To ensure the accuracy and completeness of a specification, only those who have knowledge of what makes a good specification should approve it. They must ensure that the specification is clear on what the product should never do, however stupid it may sound. For example: “There shall be no sudden acceleration during landing” for an aircraft. In addition, the marketing and sales experts should participate in writing the specification to make sure that old warranty problems “shall not” be in the new product and that there is enough gain in reliability to give the product a competitive edge.

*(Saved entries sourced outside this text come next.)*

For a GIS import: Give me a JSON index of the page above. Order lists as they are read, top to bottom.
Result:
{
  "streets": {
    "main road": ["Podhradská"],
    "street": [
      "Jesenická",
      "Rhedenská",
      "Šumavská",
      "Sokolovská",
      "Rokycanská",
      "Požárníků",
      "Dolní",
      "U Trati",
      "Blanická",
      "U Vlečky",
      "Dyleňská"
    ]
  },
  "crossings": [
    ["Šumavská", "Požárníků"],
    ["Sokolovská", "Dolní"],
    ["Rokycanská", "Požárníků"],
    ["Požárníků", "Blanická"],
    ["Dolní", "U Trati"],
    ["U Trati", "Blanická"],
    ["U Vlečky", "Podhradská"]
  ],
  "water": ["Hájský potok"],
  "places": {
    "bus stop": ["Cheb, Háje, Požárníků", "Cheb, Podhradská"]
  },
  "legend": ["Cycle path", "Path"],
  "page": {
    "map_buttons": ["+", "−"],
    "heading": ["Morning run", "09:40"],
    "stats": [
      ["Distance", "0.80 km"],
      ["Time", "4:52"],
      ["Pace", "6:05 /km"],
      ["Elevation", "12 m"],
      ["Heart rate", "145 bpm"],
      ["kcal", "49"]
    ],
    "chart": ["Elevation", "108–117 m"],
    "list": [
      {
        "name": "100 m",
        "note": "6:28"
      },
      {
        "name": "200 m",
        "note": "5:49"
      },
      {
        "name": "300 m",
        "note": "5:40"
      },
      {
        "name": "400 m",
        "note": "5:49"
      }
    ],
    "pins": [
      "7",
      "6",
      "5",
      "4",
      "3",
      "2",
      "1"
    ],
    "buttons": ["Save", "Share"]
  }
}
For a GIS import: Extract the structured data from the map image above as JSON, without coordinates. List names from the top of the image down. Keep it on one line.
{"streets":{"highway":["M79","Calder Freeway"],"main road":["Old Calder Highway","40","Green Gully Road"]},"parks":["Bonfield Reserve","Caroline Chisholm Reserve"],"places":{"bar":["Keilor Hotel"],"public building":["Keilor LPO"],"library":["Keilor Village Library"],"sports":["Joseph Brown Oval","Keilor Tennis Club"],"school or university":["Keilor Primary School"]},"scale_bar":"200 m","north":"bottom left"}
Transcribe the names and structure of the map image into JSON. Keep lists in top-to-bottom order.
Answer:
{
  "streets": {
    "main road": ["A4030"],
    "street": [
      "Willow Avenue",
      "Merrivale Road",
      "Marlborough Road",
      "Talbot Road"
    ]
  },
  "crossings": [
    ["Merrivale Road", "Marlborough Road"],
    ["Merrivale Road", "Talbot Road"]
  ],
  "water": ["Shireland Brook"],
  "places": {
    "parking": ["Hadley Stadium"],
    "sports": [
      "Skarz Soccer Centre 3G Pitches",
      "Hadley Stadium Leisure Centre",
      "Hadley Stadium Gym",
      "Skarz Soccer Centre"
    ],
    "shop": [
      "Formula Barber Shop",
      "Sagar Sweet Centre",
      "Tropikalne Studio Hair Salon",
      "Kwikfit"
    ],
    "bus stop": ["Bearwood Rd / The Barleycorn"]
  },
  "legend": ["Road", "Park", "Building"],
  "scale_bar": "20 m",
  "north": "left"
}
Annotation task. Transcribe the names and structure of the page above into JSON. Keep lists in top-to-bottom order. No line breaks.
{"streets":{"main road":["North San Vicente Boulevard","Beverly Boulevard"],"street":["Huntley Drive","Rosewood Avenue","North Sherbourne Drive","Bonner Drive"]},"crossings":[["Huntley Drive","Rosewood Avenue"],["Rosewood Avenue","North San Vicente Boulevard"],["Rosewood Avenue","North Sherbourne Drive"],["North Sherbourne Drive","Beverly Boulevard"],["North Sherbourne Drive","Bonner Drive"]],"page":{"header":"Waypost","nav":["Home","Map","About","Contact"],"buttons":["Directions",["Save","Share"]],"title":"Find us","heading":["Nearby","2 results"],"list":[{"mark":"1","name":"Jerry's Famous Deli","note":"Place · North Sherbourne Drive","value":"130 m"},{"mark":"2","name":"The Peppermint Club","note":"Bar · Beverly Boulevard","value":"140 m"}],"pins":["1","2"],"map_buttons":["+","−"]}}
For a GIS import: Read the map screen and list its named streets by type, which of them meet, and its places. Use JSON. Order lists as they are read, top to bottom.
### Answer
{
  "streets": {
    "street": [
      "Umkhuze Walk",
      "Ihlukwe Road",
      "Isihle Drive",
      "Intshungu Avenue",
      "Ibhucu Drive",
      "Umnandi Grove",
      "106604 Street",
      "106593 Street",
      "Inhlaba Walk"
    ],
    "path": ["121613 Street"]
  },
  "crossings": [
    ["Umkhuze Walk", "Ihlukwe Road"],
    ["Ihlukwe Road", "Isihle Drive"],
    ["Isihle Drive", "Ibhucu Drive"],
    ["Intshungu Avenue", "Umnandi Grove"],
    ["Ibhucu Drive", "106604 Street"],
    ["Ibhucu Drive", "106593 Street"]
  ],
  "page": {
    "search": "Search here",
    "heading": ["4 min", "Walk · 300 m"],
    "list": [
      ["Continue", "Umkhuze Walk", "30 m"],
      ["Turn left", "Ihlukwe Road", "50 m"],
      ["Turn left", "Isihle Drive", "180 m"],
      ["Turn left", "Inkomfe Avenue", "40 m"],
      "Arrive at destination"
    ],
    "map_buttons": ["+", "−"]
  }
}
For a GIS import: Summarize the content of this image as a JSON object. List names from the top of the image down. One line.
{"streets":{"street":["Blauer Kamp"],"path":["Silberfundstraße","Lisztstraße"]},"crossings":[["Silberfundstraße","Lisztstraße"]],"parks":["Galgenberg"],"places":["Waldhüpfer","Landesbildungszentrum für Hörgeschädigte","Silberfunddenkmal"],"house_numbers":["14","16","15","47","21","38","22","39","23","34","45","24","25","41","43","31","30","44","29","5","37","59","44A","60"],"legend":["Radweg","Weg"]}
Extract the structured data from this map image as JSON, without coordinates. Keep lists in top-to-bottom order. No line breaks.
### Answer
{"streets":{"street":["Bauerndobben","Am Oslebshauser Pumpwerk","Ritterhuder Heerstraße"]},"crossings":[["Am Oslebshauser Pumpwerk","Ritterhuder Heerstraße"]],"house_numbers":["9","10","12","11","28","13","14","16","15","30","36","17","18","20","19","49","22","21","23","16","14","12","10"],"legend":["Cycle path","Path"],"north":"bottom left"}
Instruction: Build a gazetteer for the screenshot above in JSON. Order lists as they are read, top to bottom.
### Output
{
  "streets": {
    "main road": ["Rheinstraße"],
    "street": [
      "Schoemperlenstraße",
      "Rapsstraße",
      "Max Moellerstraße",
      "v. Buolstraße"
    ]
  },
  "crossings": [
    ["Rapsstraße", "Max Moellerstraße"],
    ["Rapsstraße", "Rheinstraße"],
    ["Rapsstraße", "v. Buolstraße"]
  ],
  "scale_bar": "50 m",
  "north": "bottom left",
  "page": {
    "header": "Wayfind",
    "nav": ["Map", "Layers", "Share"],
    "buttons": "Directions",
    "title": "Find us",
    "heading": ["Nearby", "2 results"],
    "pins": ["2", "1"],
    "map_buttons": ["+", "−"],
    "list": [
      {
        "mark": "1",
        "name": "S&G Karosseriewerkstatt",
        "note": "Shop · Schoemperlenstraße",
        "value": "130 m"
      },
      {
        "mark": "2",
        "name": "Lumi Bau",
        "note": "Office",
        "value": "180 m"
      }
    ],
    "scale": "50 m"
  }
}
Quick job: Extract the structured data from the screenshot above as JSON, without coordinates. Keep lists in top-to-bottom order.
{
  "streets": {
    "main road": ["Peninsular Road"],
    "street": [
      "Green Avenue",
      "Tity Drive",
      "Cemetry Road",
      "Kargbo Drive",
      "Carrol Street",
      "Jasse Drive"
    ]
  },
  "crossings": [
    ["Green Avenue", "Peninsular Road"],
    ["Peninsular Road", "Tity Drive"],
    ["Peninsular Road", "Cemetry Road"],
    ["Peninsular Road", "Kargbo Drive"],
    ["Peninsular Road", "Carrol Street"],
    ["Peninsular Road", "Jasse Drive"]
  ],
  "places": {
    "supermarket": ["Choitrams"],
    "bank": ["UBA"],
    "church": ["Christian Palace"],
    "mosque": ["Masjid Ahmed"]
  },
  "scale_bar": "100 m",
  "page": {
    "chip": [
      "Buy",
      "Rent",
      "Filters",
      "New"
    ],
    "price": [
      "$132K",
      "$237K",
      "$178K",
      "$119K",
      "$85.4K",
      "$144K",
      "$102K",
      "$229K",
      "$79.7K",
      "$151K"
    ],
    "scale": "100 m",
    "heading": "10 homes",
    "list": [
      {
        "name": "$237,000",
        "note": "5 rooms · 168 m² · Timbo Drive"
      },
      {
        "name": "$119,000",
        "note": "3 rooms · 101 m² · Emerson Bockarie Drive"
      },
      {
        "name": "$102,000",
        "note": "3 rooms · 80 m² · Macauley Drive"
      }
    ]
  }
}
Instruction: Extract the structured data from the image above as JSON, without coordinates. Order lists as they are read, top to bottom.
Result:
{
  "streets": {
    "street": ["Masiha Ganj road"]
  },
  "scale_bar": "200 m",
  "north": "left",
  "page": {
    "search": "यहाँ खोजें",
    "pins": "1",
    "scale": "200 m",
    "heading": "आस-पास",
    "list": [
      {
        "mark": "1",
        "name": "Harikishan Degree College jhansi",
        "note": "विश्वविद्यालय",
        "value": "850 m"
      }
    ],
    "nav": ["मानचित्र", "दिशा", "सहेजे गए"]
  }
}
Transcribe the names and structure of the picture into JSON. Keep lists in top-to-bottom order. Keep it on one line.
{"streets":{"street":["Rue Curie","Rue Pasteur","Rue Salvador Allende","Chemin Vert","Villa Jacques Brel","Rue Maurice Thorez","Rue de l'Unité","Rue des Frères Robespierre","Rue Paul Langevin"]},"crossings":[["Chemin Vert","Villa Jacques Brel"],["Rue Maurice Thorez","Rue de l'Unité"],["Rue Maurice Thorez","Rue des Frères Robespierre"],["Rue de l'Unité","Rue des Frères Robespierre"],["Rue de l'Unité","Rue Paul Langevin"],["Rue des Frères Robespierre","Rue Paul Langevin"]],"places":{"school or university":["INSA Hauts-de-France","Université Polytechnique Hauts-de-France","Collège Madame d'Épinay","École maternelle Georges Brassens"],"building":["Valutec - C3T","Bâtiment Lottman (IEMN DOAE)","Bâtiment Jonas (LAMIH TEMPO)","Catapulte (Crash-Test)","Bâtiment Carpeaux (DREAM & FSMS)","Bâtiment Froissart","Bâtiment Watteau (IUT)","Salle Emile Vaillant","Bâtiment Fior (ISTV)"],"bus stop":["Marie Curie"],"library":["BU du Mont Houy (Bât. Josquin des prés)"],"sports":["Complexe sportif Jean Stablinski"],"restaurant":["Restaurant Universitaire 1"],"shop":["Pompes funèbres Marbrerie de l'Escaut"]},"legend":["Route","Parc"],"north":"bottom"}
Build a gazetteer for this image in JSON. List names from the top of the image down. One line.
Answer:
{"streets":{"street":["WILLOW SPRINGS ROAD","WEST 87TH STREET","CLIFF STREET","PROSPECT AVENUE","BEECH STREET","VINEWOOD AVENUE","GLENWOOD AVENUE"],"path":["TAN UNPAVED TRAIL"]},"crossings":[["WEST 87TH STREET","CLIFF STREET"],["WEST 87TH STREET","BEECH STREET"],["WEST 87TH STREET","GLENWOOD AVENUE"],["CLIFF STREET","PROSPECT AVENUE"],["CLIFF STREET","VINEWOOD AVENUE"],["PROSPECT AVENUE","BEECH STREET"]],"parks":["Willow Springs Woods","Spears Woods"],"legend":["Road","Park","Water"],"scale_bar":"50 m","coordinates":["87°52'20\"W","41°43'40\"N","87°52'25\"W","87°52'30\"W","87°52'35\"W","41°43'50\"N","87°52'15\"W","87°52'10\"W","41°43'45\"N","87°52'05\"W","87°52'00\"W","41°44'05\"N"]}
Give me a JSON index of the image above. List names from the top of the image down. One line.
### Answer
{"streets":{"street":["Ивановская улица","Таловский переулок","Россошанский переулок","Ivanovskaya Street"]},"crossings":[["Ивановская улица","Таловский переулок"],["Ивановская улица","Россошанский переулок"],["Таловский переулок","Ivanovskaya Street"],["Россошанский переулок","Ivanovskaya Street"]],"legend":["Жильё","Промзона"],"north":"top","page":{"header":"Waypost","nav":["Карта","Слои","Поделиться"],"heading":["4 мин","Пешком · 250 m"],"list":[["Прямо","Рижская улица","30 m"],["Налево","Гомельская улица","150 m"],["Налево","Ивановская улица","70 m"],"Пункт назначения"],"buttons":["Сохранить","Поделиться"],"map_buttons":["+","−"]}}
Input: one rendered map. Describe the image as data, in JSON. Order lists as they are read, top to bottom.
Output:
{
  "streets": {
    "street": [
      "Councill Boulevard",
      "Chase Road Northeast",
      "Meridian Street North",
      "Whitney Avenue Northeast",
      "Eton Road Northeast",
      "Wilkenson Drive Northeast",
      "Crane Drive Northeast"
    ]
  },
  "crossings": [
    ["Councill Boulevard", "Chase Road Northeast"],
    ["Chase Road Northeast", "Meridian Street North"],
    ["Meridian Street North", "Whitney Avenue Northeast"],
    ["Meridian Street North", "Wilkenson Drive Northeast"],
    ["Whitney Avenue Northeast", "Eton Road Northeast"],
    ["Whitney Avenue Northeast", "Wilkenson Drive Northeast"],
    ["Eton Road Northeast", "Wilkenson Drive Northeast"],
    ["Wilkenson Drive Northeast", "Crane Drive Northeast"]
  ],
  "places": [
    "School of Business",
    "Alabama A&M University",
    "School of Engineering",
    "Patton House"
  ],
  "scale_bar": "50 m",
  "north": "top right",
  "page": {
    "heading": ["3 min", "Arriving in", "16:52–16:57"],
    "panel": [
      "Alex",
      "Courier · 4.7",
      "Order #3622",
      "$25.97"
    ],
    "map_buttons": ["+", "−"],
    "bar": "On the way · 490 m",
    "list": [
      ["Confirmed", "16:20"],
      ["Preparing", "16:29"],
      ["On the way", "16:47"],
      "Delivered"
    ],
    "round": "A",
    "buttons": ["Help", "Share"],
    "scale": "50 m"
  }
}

The “shall not” specification is not limited to failures. That would be too simple. We must be able to see the complexity in this simplicity. This is called interconnectedness. We need to know that reliability is intertwined with many elements of life-cycle costs. The costs of downtime, repairs, preventive maintenance, amount of logistics support required, safety, diagnostics, and serviceability are dependent on the level of reliability. In the same spirit, we should also analyze product friendliness and modularity, which are interconnected with reliability. For example, General Motors is designing its hydrogen cars to have a single chassis for all models instead of 80 different chassis as is the case with current production. This action influences reliability in many ways. Similarly, an analysis of downtime should be conducted by service engineering staff to ensure that each fault will be diagnosed in a timely manner, repairs will be quick, and life-cycle costs will be reduced by extending the maintenance cycles or eliminating the need for maintenance altogether. The specification should be critiqued for quick serviceability and ease of access. Until the specification is written thoroughly and approved, no design work should begin. An example of the need to identify missing requirements is that nearly 1000 people around the world lost their lives while the kinks were being removed from the 290-ton McDonnell Douglas DC-10 during the 1970s. Blown-out cargo doors, shredded hydraulic lines, and engines dropped during the flight were just a few of the behemoth's early problems. It is obvious that the company did not have the right system performance specification. We rely on customers to tell us what they want, but they themselves don't know many requirements until there is a breakdown. Customers are not going to tell us that the cargo doors should not blow out during a crowded flight. It is the design team's responsibility to figure out what the customers did not say.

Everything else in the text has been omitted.